- **How to complete this task**: The required result is each line of the entries below containing the string "lineWidth".

- **Task input**:
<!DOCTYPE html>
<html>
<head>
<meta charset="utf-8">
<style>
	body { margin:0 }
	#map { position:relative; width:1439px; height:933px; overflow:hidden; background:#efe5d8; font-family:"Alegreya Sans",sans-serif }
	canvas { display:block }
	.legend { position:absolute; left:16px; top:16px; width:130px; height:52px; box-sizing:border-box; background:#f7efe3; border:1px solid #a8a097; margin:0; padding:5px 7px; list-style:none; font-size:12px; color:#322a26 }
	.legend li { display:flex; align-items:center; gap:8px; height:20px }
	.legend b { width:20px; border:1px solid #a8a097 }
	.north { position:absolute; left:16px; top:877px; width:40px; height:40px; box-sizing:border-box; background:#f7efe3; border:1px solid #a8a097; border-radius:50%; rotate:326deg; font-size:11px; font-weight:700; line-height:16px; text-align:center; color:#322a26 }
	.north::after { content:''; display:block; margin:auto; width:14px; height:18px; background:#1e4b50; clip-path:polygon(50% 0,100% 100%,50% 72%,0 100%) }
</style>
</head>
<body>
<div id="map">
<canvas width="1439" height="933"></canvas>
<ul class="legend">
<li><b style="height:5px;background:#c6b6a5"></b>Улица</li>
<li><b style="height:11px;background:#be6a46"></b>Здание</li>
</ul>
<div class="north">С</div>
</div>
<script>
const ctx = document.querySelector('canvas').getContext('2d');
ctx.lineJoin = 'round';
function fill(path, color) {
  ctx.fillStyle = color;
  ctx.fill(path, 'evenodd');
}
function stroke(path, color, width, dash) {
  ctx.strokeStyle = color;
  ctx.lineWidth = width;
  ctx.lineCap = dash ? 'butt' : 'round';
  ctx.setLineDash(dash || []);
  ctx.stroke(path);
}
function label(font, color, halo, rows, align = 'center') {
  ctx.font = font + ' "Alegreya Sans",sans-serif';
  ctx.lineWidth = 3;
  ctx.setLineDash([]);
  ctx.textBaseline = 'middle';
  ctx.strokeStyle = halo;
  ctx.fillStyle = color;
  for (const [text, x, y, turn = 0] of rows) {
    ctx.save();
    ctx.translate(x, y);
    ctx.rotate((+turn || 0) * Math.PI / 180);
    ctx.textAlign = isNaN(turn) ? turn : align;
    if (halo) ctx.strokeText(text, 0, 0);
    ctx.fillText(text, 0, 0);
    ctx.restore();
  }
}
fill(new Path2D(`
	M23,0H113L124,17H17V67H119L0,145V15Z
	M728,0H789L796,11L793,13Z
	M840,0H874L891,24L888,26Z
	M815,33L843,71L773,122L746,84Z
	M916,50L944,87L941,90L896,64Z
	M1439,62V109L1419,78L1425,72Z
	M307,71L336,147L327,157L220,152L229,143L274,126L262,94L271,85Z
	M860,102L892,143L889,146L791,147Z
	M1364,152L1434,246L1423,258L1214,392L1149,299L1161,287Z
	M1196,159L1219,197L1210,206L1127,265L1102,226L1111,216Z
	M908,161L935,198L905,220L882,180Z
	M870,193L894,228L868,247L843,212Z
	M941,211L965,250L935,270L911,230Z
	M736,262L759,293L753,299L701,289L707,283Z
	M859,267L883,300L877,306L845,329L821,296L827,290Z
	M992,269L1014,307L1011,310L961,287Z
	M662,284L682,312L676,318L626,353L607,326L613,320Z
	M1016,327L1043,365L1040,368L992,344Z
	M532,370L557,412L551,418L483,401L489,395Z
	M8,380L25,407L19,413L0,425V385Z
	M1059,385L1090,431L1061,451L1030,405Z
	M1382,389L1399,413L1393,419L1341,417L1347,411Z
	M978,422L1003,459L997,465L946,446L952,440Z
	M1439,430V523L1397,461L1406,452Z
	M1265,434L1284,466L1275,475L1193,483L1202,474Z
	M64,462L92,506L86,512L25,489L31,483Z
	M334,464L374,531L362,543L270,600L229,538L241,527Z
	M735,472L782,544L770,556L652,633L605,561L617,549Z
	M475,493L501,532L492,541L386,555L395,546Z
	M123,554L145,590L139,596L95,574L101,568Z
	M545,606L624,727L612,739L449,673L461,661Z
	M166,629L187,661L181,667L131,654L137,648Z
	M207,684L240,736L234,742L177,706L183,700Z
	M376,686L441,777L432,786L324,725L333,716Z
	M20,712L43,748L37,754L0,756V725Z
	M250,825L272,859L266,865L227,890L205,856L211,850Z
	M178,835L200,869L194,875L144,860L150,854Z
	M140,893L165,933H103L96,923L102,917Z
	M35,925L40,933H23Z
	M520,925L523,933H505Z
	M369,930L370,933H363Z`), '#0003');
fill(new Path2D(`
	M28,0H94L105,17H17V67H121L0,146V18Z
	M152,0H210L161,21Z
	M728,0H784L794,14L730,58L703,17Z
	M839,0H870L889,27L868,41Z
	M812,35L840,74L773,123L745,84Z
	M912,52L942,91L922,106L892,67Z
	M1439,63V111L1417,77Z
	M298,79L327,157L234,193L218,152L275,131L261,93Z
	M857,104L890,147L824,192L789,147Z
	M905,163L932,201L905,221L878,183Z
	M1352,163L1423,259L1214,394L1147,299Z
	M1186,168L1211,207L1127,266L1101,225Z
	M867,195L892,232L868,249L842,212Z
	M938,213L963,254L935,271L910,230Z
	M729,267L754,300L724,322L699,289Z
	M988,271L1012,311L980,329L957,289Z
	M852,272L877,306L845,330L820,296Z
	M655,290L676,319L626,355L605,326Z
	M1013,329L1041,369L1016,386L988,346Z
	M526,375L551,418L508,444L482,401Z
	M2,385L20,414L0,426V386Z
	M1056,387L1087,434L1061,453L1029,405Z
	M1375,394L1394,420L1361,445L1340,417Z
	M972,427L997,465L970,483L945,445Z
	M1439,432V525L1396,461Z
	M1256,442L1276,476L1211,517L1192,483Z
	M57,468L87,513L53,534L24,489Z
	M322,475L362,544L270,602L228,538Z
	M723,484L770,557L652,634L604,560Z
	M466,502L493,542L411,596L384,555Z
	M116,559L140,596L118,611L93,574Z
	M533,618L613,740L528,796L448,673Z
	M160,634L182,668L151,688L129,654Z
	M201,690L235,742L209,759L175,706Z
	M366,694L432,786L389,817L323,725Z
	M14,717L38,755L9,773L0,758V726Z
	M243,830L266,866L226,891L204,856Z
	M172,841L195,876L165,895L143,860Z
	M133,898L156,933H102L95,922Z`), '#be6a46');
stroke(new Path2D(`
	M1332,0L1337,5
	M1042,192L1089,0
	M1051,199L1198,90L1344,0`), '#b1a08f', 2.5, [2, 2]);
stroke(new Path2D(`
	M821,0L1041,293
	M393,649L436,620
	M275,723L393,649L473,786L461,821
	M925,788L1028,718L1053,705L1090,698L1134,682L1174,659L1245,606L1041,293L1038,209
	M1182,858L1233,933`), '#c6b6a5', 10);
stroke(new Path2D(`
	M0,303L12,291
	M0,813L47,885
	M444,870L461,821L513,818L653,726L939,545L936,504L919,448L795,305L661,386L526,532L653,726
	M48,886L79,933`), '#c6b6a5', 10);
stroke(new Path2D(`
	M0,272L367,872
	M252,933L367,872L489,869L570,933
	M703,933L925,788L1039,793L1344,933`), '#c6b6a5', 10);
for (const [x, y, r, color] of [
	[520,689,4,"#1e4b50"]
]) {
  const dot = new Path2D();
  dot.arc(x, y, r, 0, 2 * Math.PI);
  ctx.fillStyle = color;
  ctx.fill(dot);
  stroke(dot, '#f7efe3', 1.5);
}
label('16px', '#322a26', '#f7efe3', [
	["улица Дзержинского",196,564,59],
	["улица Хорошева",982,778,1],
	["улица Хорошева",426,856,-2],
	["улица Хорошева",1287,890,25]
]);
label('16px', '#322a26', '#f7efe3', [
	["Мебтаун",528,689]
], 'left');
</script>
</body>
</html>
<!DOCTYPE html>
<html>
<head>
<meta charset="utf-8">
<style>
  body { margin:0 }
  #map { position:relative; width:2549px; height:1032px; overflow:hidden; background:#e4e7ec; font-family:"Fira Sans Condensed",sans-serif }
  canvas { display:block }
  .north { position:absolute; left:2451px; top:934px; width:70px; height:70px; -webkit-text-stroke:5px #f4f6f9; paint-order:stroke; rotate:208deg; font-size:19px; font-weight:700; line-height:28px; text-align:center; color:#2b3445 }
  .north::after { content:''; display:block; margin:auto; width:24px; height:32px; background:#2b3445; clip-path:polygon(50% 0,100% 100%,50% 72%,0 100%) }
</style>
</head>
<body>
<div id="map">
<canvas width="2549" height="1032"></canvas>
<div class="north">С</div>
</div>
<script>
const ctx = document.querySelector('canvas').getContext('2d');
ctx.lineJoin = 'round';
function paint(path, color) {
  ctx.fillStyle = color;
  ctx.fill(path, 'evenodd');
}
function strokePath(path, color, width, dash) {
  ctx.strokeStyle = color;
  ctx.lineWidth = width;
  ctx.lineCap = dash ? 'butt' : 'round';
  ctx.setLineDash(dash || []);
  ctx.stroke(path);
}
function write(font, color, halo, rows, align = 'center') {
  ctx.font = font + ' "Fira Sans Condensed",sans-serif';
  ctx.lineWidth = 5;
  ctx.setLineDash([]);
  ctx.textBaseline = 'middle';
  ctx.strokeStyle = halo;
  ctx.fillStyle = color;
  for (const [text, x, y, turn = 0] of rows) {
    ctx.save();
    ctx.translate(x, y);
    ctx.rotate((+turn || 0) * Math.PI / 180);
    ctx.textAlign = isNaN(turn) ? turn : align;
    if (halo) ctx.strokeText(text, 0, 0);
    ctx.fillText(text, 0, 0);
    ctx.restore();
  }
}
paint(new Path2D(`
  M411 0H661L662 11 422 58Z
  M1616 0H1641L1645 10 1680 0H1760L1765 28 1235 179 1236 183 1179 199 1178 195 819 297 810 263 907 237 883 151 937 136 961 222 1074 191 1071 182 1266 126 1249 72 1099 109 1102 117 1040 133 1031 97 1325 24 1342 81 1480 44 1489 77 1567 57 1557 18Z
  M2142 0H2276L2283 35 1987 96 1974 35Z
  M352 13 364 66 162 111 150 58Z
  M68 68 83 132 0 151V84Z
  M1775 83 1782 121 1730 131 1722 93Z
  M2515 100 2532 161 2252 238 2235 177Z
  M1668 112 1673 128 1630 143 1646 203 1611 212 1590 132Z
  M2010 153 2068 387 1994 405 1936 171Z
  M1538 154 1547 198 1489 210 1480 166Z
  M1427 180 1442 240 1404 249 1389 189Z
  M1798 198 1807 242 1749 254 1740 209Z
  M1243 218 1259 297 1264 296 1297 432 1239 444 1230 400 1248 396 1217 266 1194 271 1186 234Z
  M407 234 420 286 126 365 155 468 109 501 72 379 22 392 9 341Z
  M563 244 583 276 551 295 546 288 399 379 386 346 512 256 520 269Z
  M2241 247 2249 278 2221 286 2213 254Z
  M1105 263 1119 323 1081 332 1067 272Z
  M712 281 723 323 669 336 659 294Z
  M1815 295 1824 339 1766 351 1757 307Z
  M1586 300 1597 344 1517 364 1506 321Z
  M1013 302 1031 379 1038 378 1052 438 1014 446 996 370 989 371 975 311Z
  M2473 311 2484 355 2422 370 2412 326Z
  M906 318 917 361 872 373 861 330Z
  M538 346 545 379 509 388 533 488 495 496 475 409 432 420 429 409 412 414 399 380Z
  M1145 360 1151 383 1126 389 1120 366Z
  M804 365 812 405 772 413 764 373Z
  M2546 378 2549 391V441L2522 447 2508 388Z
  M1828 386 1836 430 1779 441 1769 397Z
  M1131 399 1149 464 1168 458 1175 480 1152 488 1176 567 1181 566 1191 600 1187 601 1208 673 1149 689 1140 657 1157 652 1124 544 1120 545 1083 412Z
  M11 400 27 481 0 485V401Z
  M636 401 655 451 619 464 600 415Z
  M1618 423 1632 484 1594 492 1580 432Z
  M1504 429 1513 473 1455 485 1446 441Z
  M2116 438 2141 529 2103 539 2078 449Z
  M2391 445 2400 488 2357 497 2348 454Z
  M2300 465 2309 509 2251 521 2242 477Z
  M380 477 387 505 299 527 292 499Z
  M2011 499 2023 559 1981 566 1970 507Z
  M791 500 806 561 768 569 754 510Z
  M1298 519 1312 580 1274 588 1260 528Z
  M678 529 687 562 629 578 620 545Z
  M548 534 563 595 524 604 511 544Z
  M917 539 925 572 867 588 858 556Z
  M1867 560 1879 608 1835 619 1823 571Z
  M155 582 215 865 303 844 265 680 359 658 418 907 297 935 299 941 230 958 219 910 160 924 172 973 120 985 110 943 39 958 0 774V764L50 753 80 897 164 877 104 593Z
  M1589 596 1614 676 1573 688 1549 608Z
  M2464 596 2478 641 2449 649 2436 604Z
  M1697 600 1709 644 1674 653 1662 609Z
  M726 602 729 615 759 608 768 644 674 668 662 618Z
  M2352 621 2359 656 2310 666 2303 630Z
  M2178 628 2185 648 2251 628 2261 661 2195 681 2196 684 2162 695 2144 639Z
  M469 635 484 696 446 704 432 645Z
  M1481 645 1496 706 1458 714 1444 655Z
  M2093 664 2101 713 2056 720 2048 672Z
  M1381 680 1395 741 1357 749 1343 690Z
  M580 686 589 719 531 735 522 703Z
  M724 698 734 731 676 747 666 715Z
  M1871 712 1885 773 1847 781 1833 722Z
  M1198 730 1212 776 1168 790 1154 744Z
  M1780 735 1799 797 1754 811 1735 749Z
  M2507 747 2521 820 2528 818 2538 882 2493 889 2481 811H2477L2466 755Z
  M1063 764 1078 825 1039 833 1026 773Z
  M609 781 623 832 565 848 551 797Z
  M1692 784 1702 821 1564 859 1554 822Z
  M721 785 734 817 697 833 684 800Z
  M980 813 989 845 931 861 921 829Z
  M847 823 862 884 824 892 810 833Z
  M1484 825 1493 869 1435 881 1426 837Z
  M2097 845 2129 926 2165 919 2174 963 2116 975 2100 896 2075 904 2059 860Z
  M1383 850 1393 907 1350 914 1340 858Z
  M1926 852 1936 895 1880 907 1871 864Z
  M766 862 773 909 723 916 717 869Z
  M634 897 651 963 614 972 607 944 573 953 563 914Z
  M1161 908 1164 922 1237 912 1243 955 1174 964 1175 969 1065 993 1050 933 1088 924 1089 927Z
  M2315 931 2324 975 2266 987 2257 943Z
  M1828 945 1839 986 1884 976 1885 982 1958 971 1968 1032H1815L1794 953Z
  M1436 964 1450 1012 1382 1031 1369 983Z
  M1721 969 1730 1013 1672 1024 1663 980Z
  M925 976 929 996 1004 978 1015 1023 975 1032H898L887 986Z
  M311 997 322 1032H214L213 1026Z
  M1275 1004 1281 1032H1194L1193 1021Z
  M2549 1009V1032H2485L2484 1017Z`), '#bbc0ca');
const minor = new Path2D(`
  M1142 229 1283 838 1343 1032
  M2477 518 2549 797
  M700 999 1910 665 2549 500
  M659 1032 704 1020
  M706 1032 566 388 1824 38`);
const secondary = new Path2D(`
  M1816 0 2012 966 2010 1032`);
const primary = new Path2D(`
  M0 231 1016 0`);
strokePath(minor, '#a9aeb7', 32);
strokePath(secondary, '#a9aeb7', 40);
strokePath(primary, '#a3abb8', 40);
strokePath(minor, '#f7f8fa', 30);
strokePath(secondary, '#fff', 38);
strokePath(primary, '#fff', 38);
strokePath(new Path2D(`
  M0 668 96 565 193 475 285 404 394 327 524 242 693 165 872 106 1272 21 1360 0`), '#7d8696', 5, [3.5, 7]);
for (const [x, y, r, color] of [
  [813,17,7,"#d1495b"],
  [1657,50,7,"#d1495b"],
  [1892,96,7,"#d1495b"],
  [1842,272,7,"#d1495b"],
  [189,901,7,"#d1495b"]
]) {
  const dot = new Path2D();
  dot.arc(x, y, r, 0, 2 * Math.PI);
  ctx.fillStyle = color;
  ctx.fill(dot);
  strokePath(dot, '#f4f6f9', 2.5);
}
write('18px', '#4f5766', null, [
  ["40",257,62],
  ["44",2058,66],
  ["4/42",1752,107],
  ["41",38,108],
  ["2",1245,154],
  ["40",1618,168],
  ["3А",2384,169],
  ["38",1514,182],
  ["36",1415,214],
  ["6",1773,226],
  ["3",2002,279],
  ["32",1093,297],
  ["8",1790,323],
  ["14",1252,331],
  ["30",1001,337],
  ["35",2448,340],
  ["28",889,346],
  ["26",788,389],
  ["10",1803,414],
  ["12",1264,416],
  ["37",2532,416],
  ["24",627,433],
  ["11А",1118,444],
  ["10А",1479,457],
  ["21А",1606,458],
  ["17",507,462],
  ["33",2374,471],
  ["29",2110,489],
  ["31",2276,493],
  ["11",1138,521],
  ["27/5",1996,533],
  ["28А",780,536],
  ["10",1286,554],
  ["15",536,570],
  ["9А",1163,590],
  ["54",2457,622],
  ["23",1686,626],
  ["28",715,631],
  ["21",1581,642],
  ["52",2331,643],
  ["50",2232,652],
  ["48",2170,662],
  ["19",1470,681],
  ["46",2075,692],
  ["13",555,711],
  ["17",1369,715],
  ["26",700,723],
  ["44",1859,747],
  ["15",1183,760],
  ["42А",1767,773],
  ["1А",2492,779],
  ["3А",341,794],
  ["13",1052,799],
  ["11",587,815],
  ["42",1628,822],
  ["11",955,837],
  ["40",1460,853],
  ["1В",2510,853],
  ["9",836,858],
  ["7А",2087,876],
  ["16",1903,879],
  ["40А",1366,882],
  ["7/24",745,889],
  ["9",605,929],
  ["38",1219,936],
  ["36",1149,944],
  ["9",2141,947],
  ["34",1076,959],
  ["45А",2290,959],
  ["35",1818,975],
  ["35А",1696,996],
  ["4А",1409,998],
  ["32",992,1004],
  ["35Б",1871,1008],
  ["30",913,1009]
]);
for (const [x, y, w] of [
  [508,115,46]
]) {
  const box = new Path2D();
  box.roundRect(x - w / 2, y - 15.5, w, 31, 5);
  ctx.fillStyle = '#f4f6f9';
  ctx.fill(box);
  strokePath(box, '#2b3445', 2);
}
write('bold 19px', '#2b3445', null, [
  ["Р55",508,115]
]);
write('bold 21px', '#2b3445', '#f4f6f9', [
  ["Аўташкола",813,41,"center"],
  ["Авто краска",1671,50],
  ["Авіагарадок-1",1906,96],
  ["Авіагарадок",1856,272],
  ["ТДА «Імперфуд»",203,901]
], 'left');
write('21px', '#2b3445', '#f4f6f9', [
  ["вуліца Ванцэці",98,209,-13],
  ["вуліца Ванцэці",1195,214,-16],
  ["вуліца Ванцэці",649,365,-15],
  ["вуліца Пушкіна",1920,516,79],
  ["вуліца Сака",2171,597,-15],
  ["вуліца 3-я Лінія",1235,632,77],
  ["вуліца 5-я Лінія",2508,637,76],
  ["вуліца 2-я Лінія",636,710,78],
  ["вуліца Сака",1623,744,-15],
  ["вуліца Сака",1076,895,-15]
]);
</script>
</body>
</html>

- **Answer area**:
  ctx.lineWidth = width;
  ctx.lineWidth = 3;
  ctx.lineWidth = width;
  ctx.lineWidth = 5;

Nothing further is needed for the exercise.